Stuttgart, dix-huit heures, trente et quelques degrés : les Bleus allaient redevenir les Bleus, et faire trembler le monde...
Eh bien non. Face aux gens de Bern, les Bleus mirent une nouvelle fois en berne leur football, comme en 2002, comme en 2004, les deux précédentes compétitions, bâclées, ratées, pas convaincantes. Hier encore, ces tricolores-là se montrèrent poussifs, maladroits, incapables de créer une différence, parfois mal organisés, comme sur le coup franc suisse qui finit sur le poteau. On verra plus tard dans le match Zidane s’engueuler avec Gallas, et déployer sur ce coup plus d’énergie que dans le reste de la rencontre.
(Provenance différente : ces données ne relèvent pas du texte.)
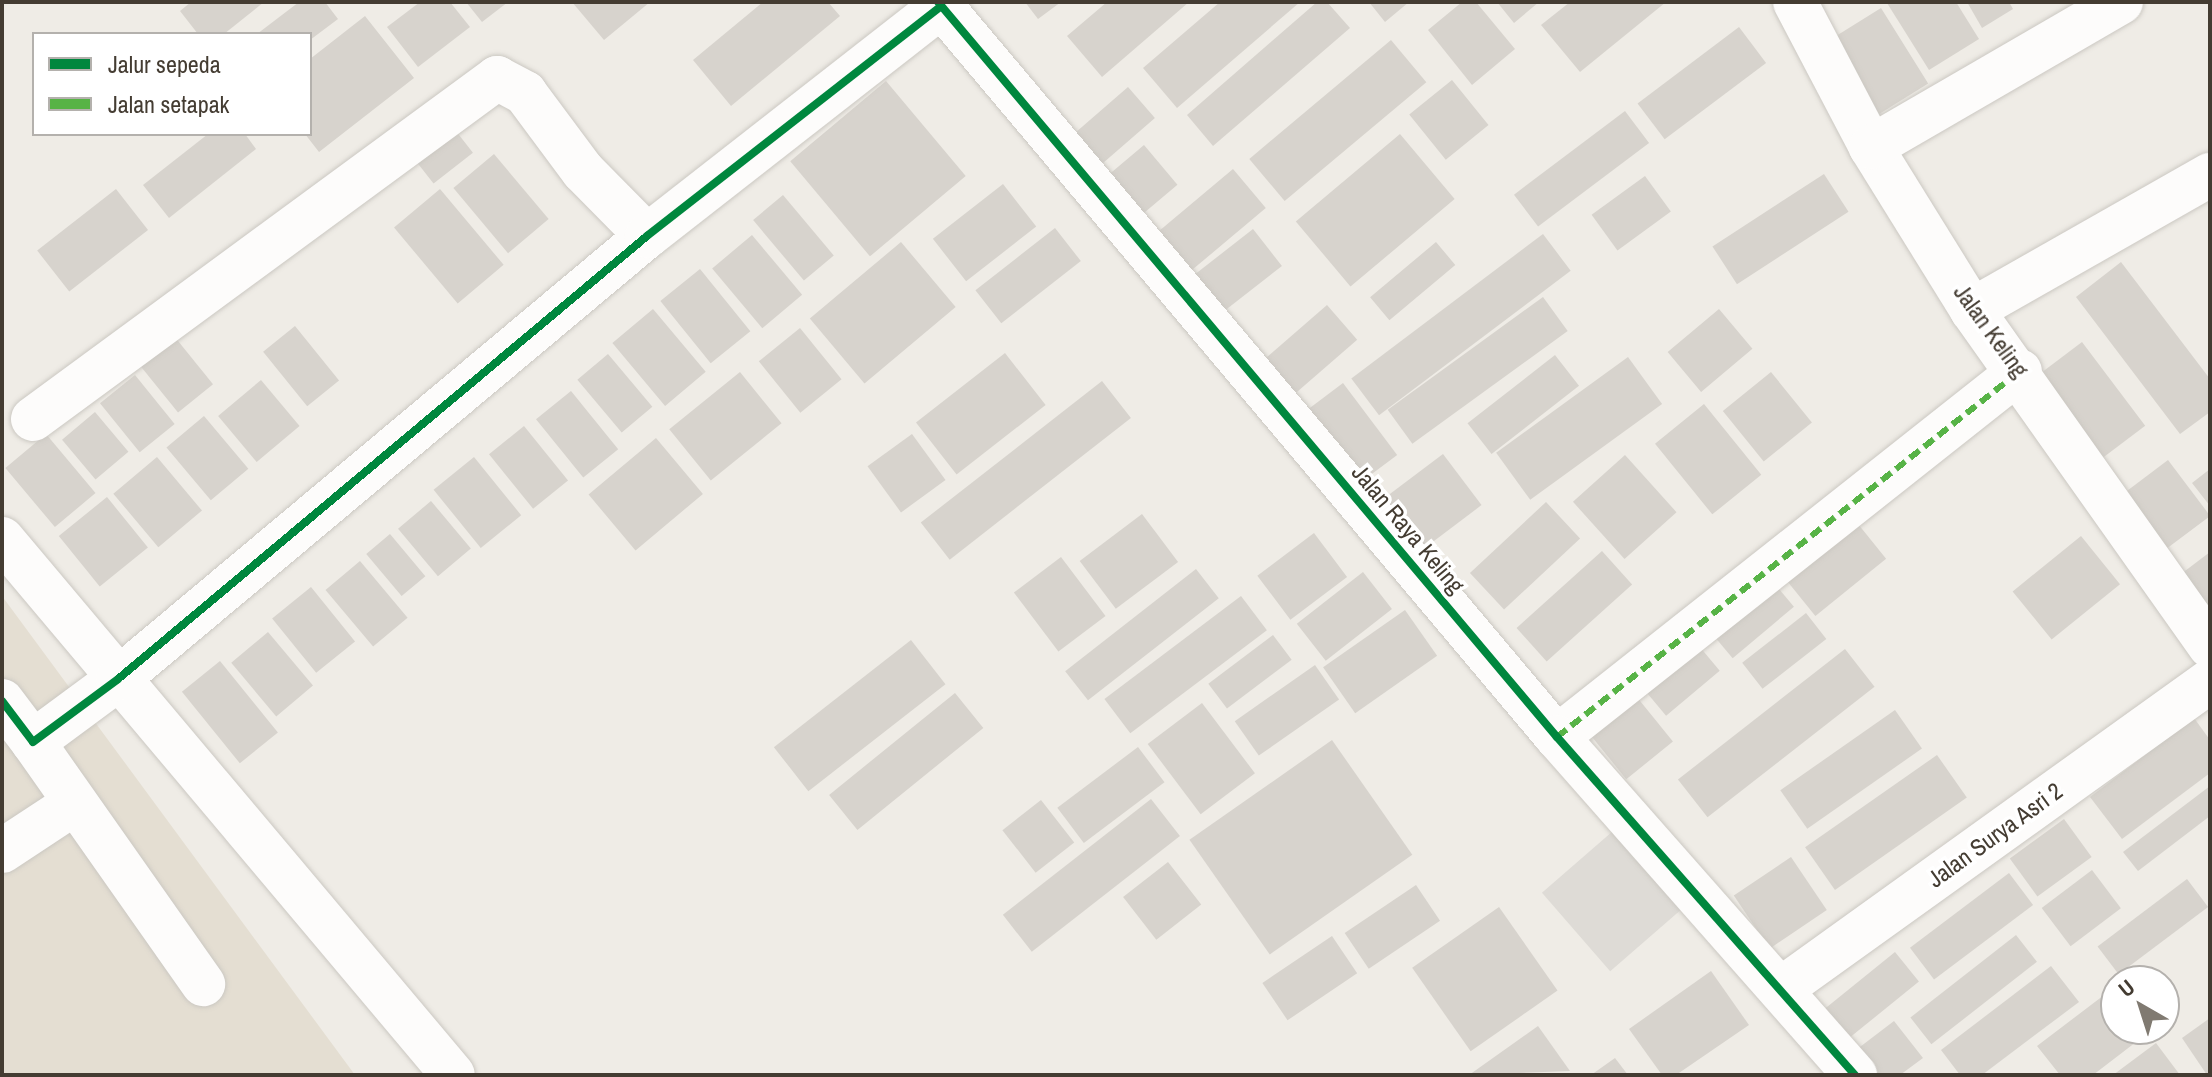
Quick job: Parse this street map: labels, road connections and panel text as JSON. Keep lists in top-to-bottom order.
{
  "streets": {
    "street": ["Jalan Keling", "Jalan Raya Keling", "Jalan Surya Asri 2"]
  },
  "crossings": [
    ["Jalan Raya Keling", "Jalan Surya Asri 2"]
  ],
  "legend": ["Jalur sepeda", "Jalan setapak"],
  "north": "top left"
}
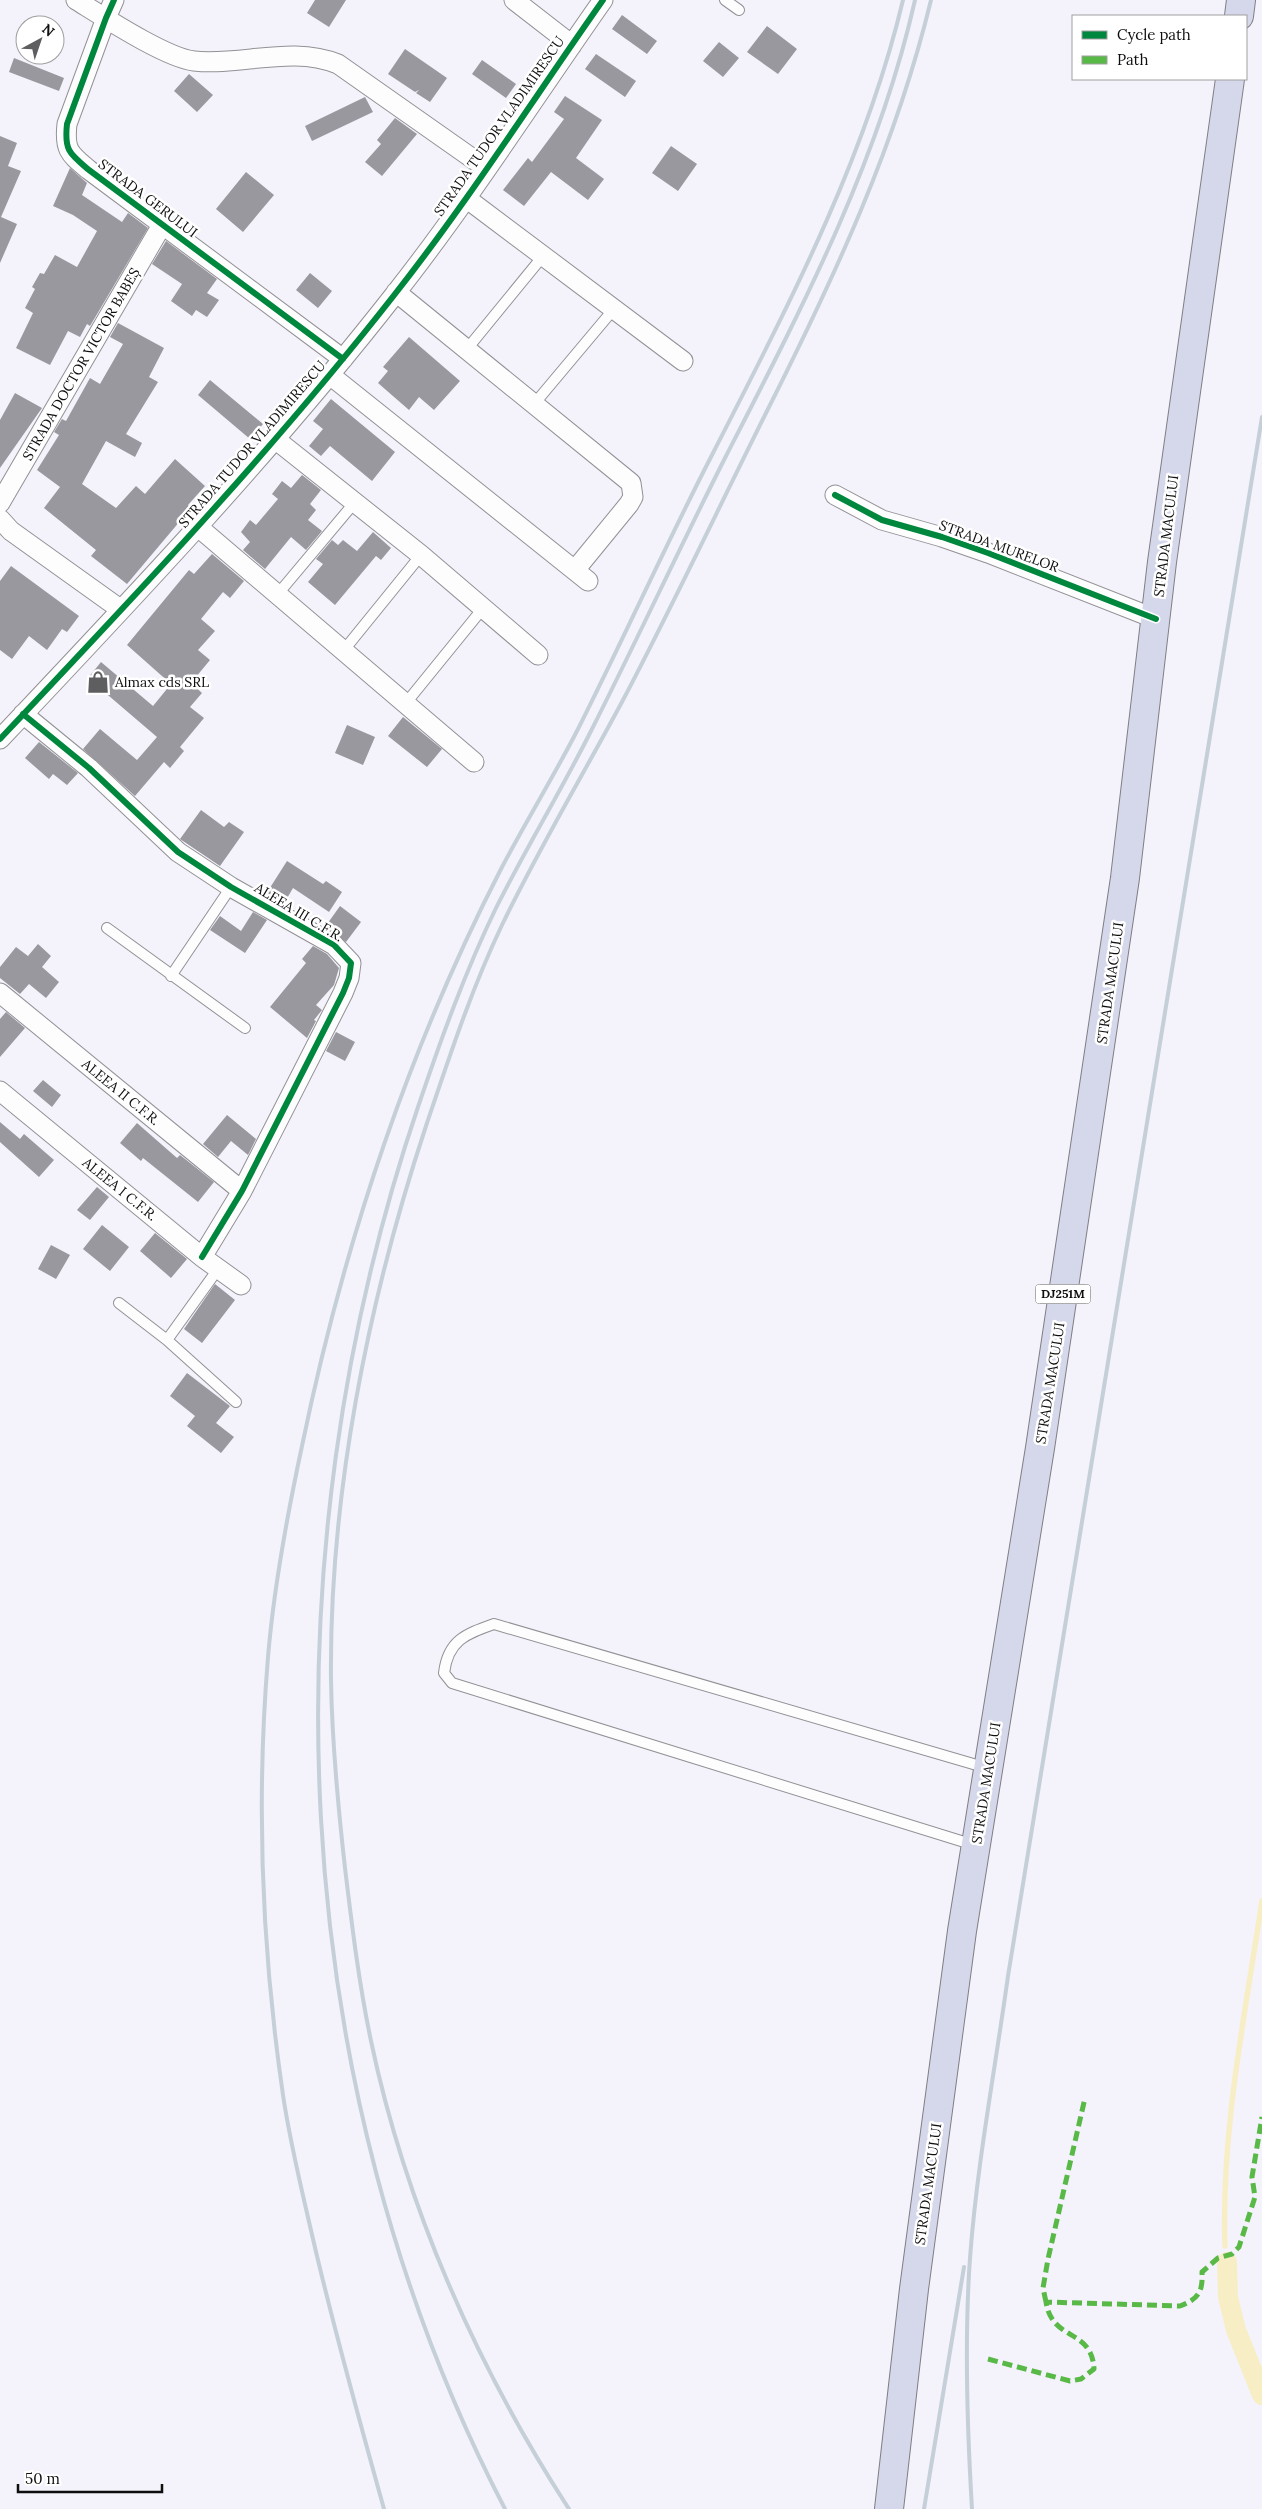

Quelle rencontre au fait ?
Un match fermé, barricadé, lent et mou, une des plus pauvres rencontres de ce début de Mondial, avec peut-être l’opposition pénible entre la Suède et Trinité et Tobago. Ce France/Suisse-là fut un moment difficile à vivre, très ennuyeux, sans occasion, si ce n’est des opportunités chanceuses, par ci par là. Mais globalement, rien à faire pour le gardien suisse, et pas grand-chose pour Barthez, assez heureux quand même deux fois en seconde mi-temps. Jamais vraiment bousculée, l’équipe de France n’a pas été en mesure non plus de chahuter son adversaire, de gagner ses duels, de se créer ces fameuses situations favorables qui sont à l’origine des occasions, sinon des buts. Zidane a tenu le coup, plus qu’il n’a joué, Vieira s’est montré aussi transparent que lors de ses dernières sorties, et on se demande bien où Domenech l’astrologue a bien pu « lire » que ce Vieira-là aller jouer un « rôle majeur » dans cette Coupe du monde ! Ribéry, lui, placé d’entrée dans le grand bain, a un peu pris le bouillon, trop attendu par des Helvètes malins, attentifs et appliqués, qui ne lui ont pas laissé la chance de prendre le moindre élan. Même un centreur comme Sagnol n’a pas usé de ses charmes. Pas un ballon correct délivré dans la surface adverse.
Rien.
Un match triste, sans contenu, sans dimension. Sans espoir, ou presque. Les rentrées de Saha, de Dhorasso, n’ont rien changé. Les cartons stupides pris par Zidane pour avoir tiré un coup franc trop vite, ou par Abidal pour avoir envoyé le ballon dans les tribunes alors que l’arbitre avait sifflé, ajoutent au malaise. Les batteries de ces coqs-là semblent bien à plat. La faute au thermomètre, entonnent les plus optimistes. On se raccroche au radeau qu’on trouve. Et même si nul radeau ne pointe à l’horizon, on s’accroche quand même, à n’importe quoi, n’importe quoi qui flotte, qui permette de maintenir hors de l’eau les têtes.
Les Bleus peuvent encore se qualifier, bien sûr. Mais là n’est pas le problème. Si qualification il y a, elle ressemblera plus à un sursis qu’à un succès. Un sursis, oui, comme celui qu’un traitement de cheval accorderait à un malade condamné de toute façon.
Les Bleus vivotent, avec quelquefois quelques spasmes nerveux qui donnent l’impression qu’ils respirent encore. Ils dorment portes et fenêtres ouvertes, pour faire courant d’air. Et la pendule au salon, qui dit oui, qui dit non...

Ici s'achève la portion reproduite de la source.